Prior to the start of the month, the survey instrument is programmed and tested in two versions: one for online telephone interviewing (whether inbound or outbound); and the other for self-administration via the web. Data is collected throughout the month using all the available modes that uses one single sample file containing both the records with phone number matched and the unmatched records. The sample file is simultaneously managed regardless of the mode of survey completion. Survey responses, overall progress, progress by geographical areas, and sub-groups of interest are monitored in real time as every mode is captured in the same program and data file.
Between 10 days and four days prior to the start of the month, the sample is matched to external records systems to generate as many mailings as possible addressed to the surname of the household members. The salutation strategy inserts name when available, in addition to including “or Current Resident” on all outgoing mail pieces.
Within each responding household eligible for this study an adult householder familiar with the general travel habits of the given household is asked to participate on behalf of all members of his/her household. While web is encouraged as the preferred mode when appropriate, inbound and outbound telephone are used as alternative means of completing the survey to increase response rates. Both the invitation, as well as outbound and in-bound phone efforts, stresses the importance of selecting a respondent within the household who is at least 18 years of age and is familiar with the general travel habits and travel document needs of all household members. Subsequently, the respondent is asked to provide a complete enumeration of the entire household as well as to respond to questions about the travel needs for both the selected respondent and all eligible household members.
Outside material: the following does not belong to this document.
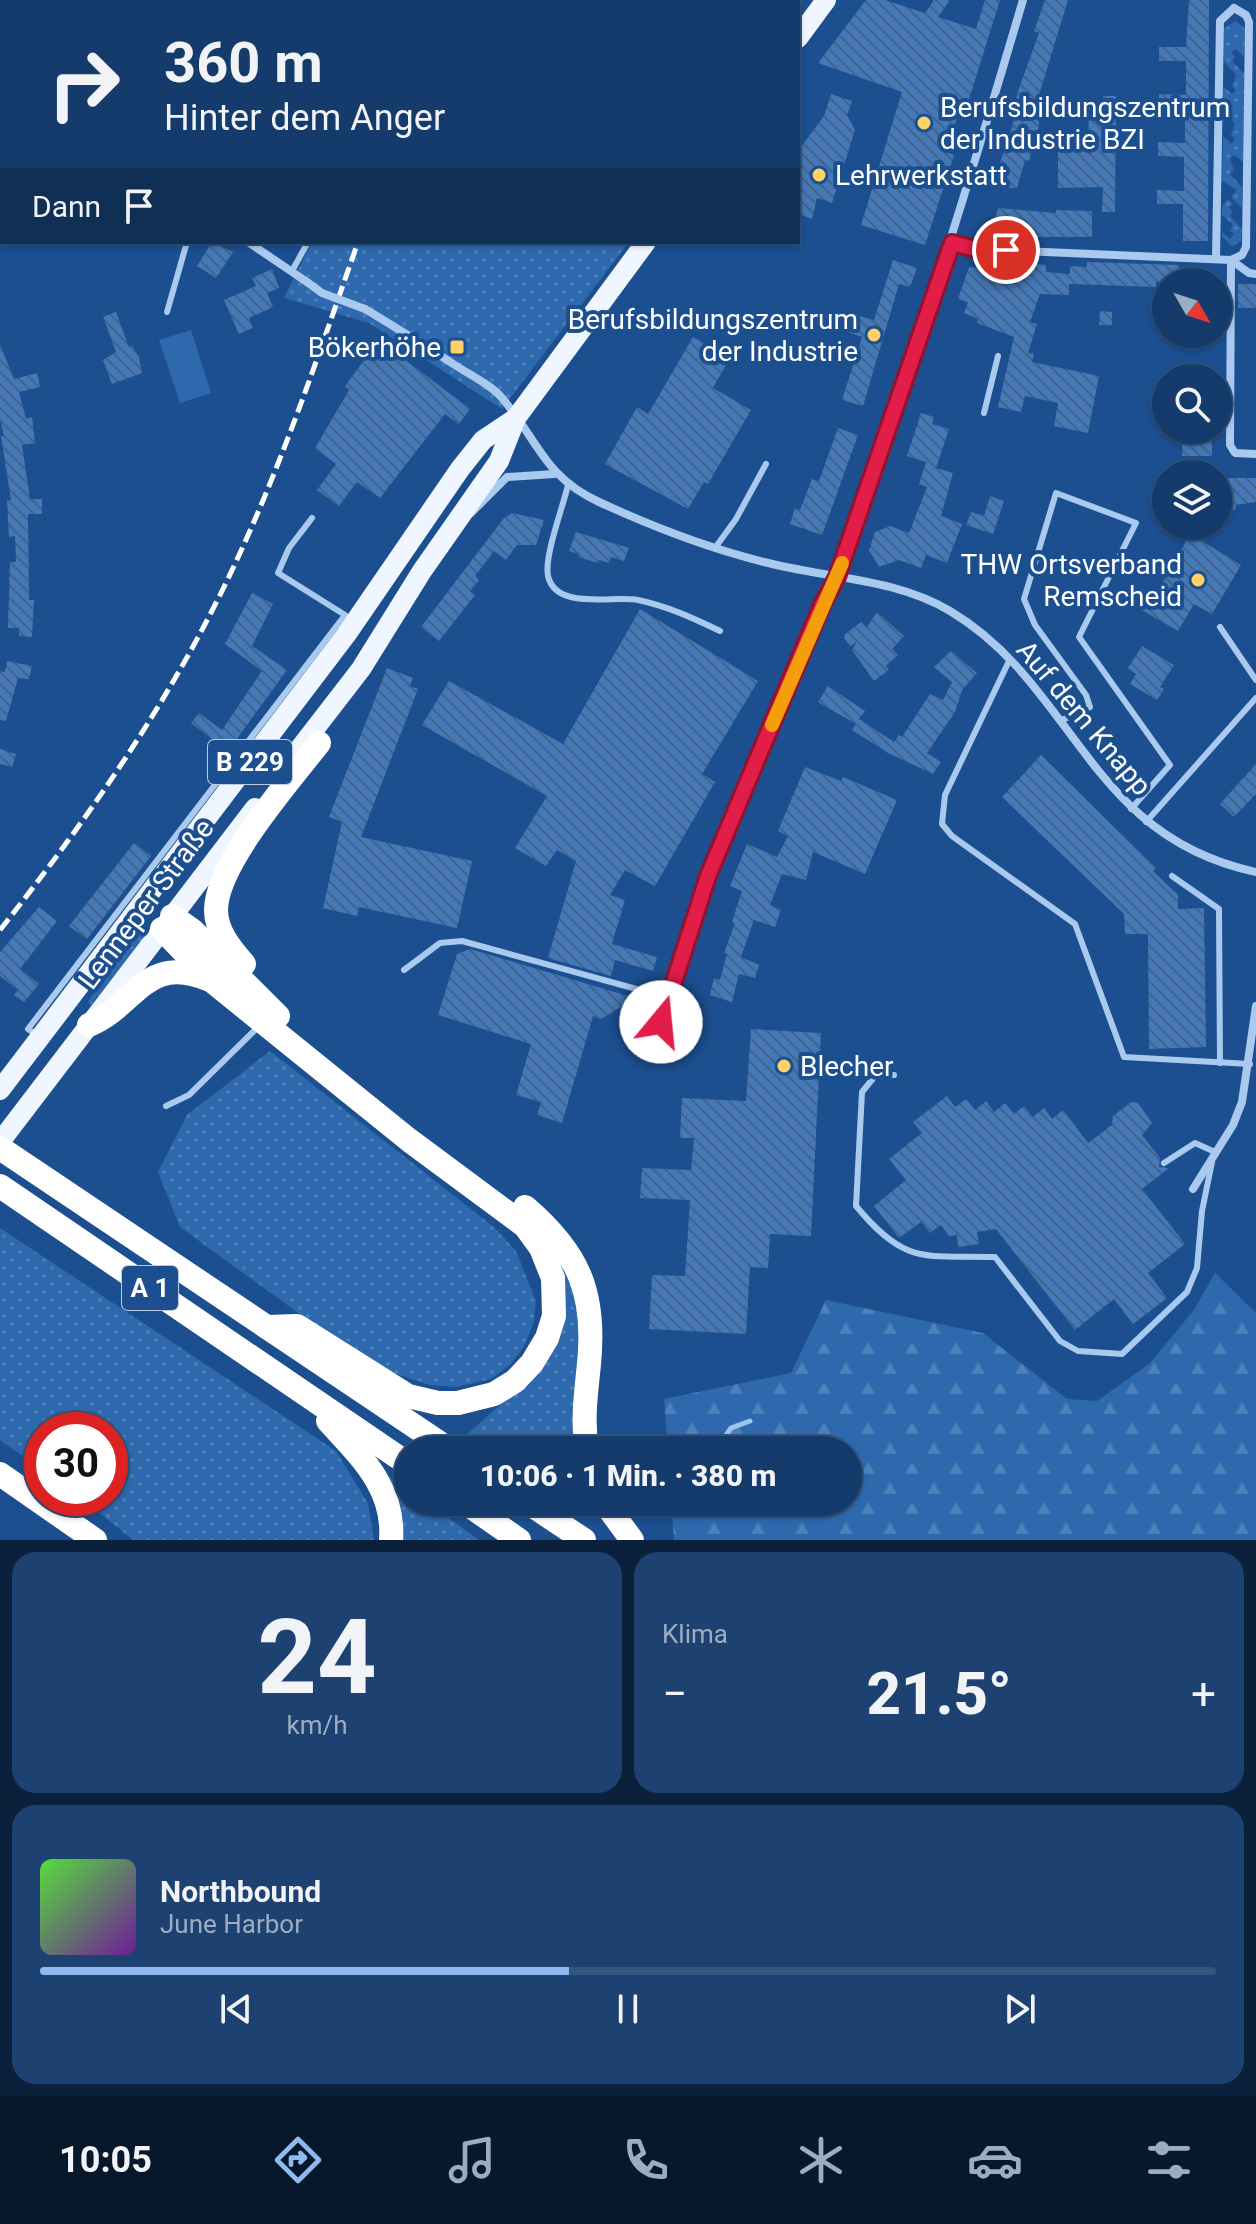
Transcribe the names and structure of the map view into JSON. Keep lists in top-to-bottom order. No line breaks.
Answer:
{"streets":{"highway":["A 1"],"main road":["B 229","Lenneper Straße"],"street":["Auf dem Knapp"]},"crossings":[["Auf dem Knapp","Lenneper Straße"]],"places":{"other":["Berufsbildungszentrum der Industrie BZI","Lehrwerkstatt","Berufsbildungszentrum der Industrie","THW Ortsverband Remscheid","Blecher"],"transit":["Bökerhöhe"]},"north":"bottom right","page":{"turn":["360 m","Hinter dem Anger"],"then":"Dann","limit":"30","trip":"10:06 · 1 Min. · 380 m","tile":[["24","km/h"],"Klima"],"heat":["−","21.5°","+"],"song":["Northbound","June Harbor"],"tabs":"10:05"}}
Records in high-incidence Hispanic block groups (defined as blocks that are 75% Hispanic) and those matched with Hispanic surnames are flagged for a bilingual (English/Spanish) invitation letter to be mailed to those addresses, while the remaining invitation letters are English only. The web version of in the instrument is available to all responders in their choice of English or Spanish. Bilingual interviewers are always available to conduct inbound and outbound interviews in either English or Spanish, as preferred by the respondent.
All completed surveys are managed through a unified system and sample file. This ensures that if a respondent completes the survey online or by calling the toll-free number, he or she is not contacted by an outbound dialing interviewer. Returns of invitations determined by the USPS to be Undeliverable as Addressed are expected to be received starting around the seventh day of the month. These records are processed and the sample file updated accordingly. Original invitations that had been name-matched during the sample preparation phase and mailed addressed to that surname’s household but are returned as undeliverable by the USPS are revised and addressed to “Current Resident” in the reminder invitation mailing.
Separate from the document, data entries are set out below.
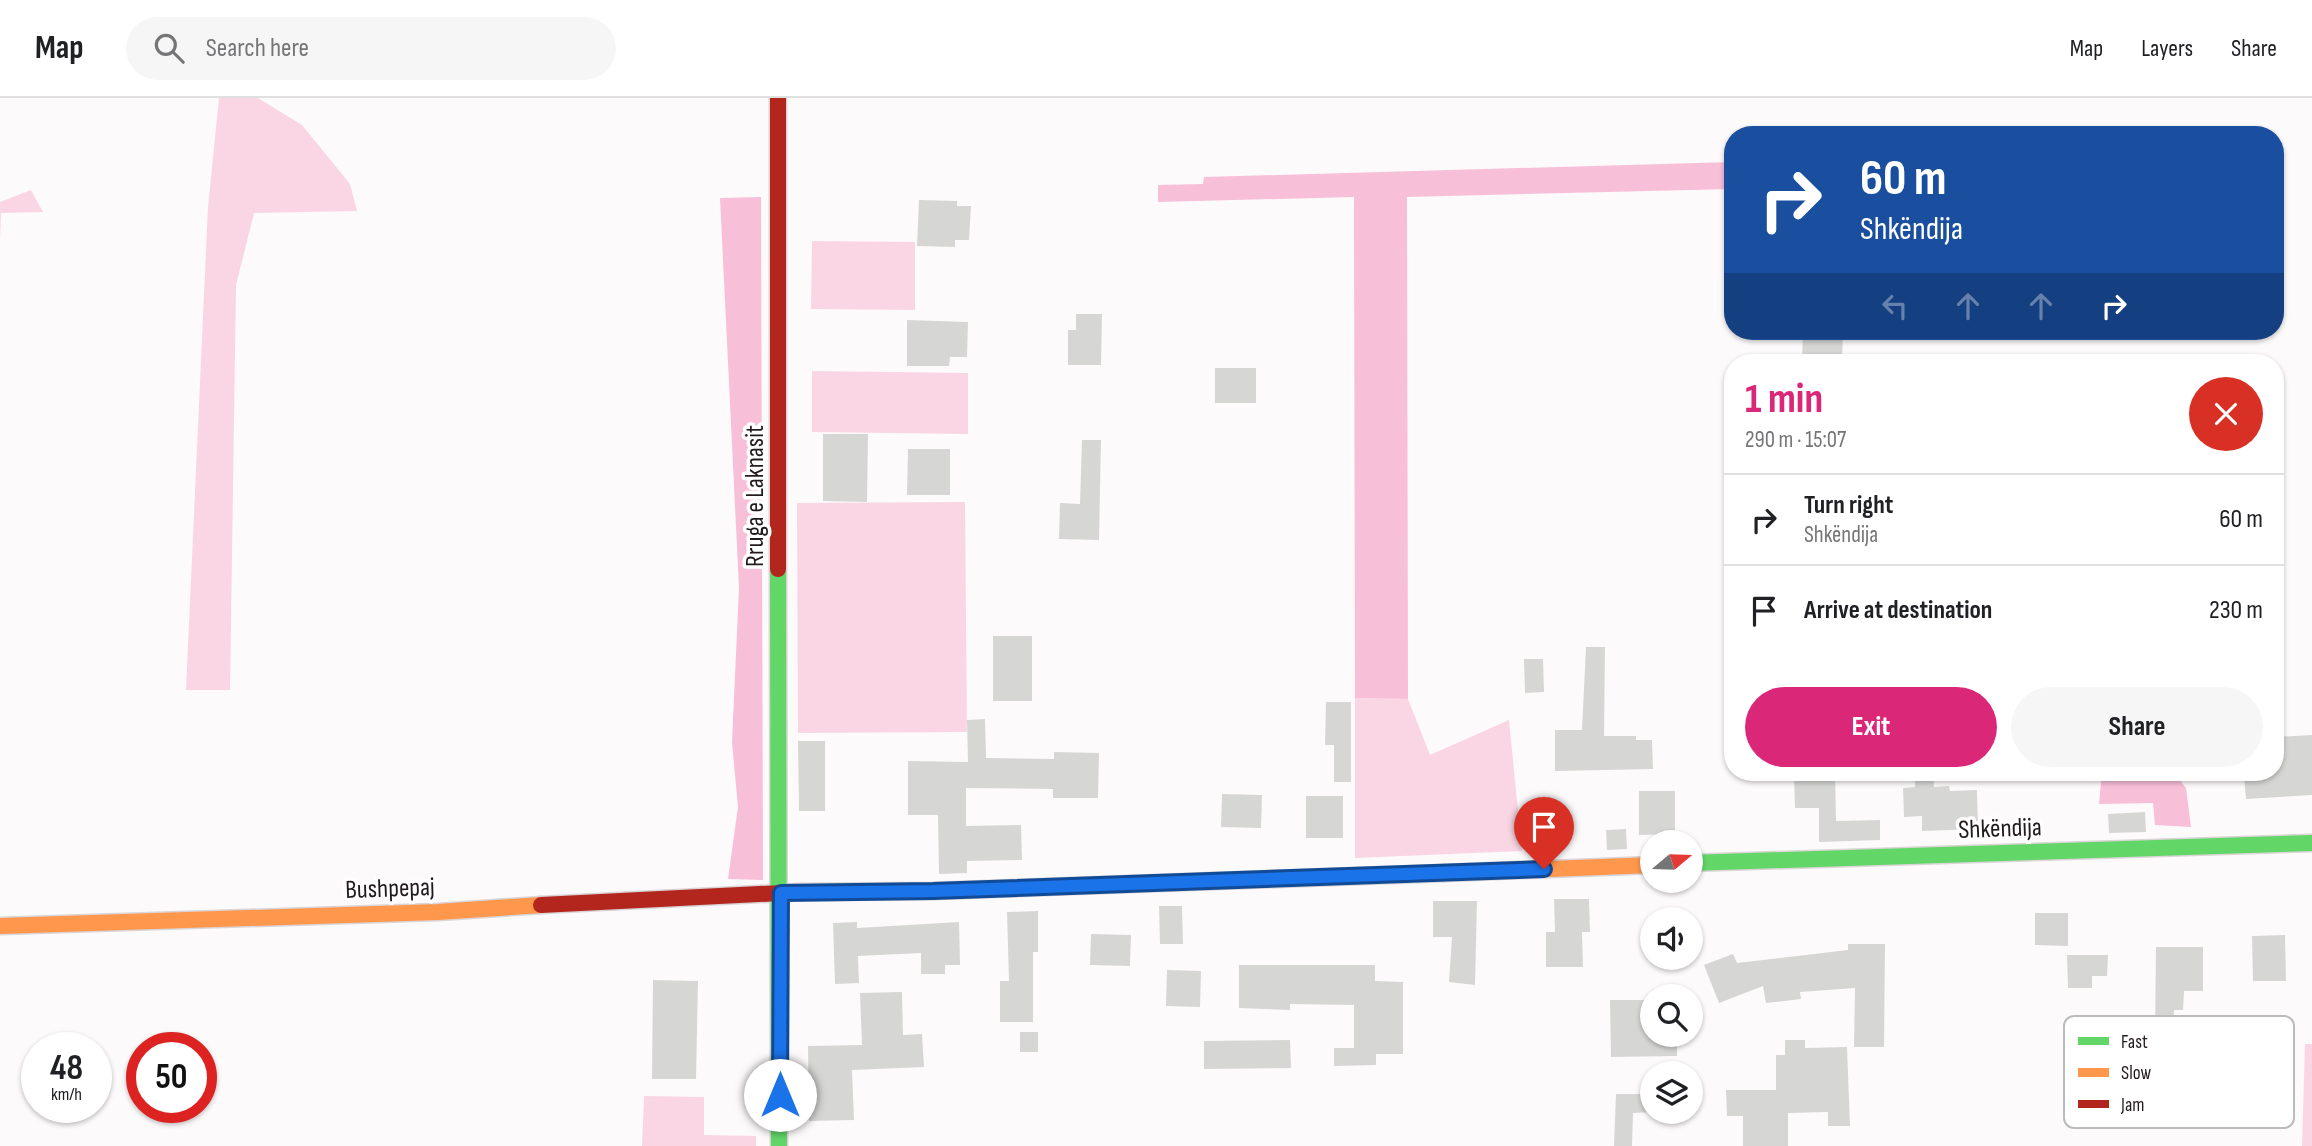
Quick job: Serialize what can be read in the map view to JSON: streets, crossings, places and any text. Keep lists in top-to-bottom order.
{
  "streets": {
    "street": ["Rruga e Laknasit", "Shkëndija", "Bushpepaj"]
  },
  "crossings": [
    ["Rruga e Laknasit", "Bushpepaj"]
  ],
  "legend": ["Fast", "Slow", "Jam"],
  "north": "right",
  "page": {
    "header": "Map",
    "search": "Search here",
    "nav": ["Map", "Layers", "Share"],
    "turn": ["60 m", "Shkëndija"],
    "heading": ["1 min", "290 m · 15:07"],
    "list": [
      {
        "name": "Turn right",
        "note": "Shkëndija",
        "value": "60 m"
      },
      {
        "name": "Arrive at destination",
        "value": "230 m"
      }
    ],
    "buttons": ["Exit", "Share"],
    "speed": "48 km/h",
    "limit": "50"
  }
}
General public survey interviewing is usually dialed in the evening between 6:00 p.m. and 9:00 p.m. local time and during weekends. Daytime outbound calls are also conducted as dictated by sample needs and respondent preferences. Experienced daytime interviewers are briefed to handle inbound calls and callbacks. The data collection team keeps its facilities open and available for inbound and outbound calls from 9:00 a.m. to 11:00 p.m. Monday through Friday; 11:00 a.m. to 6:00 p.m. on Saturday, and noon to 10:00 p.m. on Sunday, Eastern Standard time. In addition, a west coast facility remains open to accommodate outbound dialing through 9:00 p.m. local respondent time in Alaska and Hawaii.
All interviewers used for data collection are experienced survey research interviewers with prior training in use of CATI. The training of STR interviewers surpasses industry standards, averaging about 24 hours before starting on any study. Their training includes an overview of survey research, equipment, and quality standards, as well as role-playing and internal survey work. In addition, STR has an interviewer-mentoring program whereby new interviewers are partnered with experienced supervisors and executive interviewers to allow for one-on-one training. Interviews are digitally recorded and reviewed with interviewers as part of the process of becoming high quality, dedicated interviewers.
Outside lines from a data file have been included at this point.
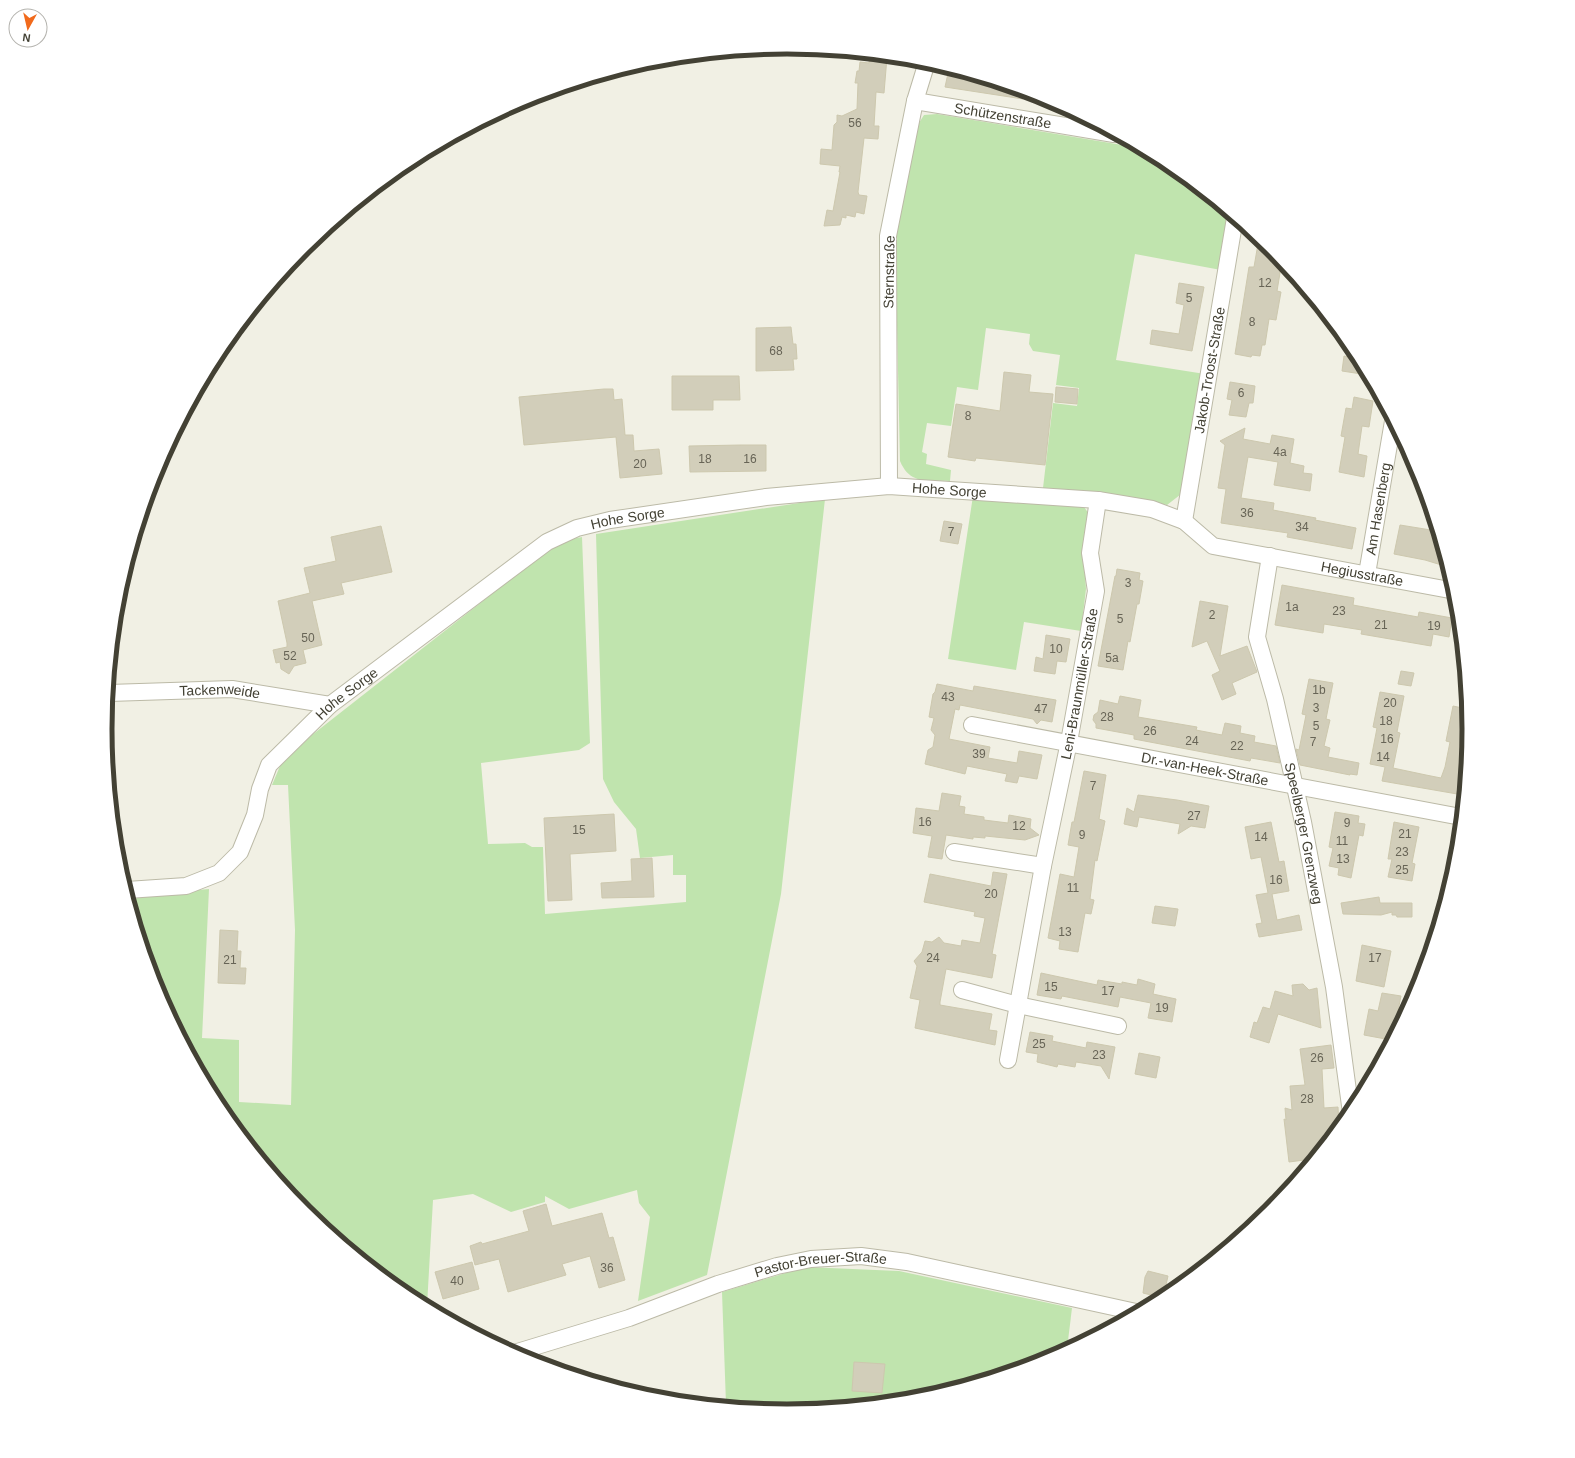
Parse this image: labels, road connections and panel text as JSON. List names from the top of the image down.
{
  "streets": {
    "street": [
      "Schützenstraße",
      "Sternstraße",
      "Jakob-Troost-Straße",
      "Hohe Sorge",
      "Am Hasenberg",
      "Hegiusstraße",
      "Leni-Braunmüller-Straße",
      "Tackenweide",
      "Dr.-van-Heek-Straße",
      "Speelberger Grenzweg",
      "Pastor-Breuer-Straße"
    ]
  },
  "crossings": [
    ["Schützenstraße", "Sternstraße"],
    ["Sternstraße", "Hohe Sorge"],
    ["Jakob-Troost-Straße", "Hohe Sorge"],
    ["Hohe Sorge", "Hegiusstraße"],
    ["Hohe Sorge", "Leni-Braunmüller-Straße"],
    ["Hohe Sorge", "Tackenweide"],
    ["Hohe Sorge", "Speelberger Grenzweg"],
    ["Am Hasenberg", "Hegiusstraße"],
    ["Hegiusstraße", "Speelberger Grenzweg"],
    ["Leni-Braunmüller-Straße", "Dr.-van-Heek-Straße"],
    ["Dr.-van-Heek-Straße", "Speelberger Grenzweg"]
  ],
  "house_numbers": [
    "56",
    "12",
    "5",
    "8",
    "68",
    "6",
    "8",
    "4a",
    "18",
    "16",
    "20",
    "36",
    "34",
    "7",
    "3",
    "1a",
    "23",
    "2",
    "5",
    "21",
    "19",
    "50",
    "10",
    "52",
    "5a",
    "1b",
    "43",
    "20",
    "3",
    "47",
    "28",
    "18",
    "5",
    "26",
    "16",
    "24",
    "7",
    "22",
    "39",
    "14",
    "7",
    "27",
    "16",
    "9",
    "12",
    "15",
    "21",
    "9",
    "14",
    "11",
    "23",
    "13",
    "25",
    "16",
    "11",
    "20",
    "13",
    "24",
    "17",
    "21",
    "15",
    "17",
    "19",
    "25",
    "23",
    "26",
    "28",
    "36",
    "40"
  ],
  "north": "bottom"
}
Degree of accuracy needed for the purpose described in the justification
As mentioned earlier, Passport Services requires quarterly estimates for each of its 25 geographically-based agencies with a margin of error no larger than ±3% at each stratum at the 95% confidence level in addition to monthly national level estimates with a margin of error no larger than +2% at the 95% confidence level. This margin of error applies to sampling errors and not measurement error. In order to meet these requirements, the LMI Team completes about 4,000 surveys per month. The sampling error associated on average for the 25 quarterly agency estimates based on a sample size of approximately 480, including anticipated design effect, is about ±5% at the 95% confidence level. The sampling error associated with the national estimates based on a sample size of 4,000, including anticipated larger design effect, is about +2% at the 95% confidence level.
Unusual problems requiring specialized sampling procedures
Passport Services desires that the survey be representative of all U.S. citizens and U.S. nationals age 16 and older. At this time, there are no anticipated problems requiring specialized sampling procedures. The LMI Team can and will make adjustments as necessary.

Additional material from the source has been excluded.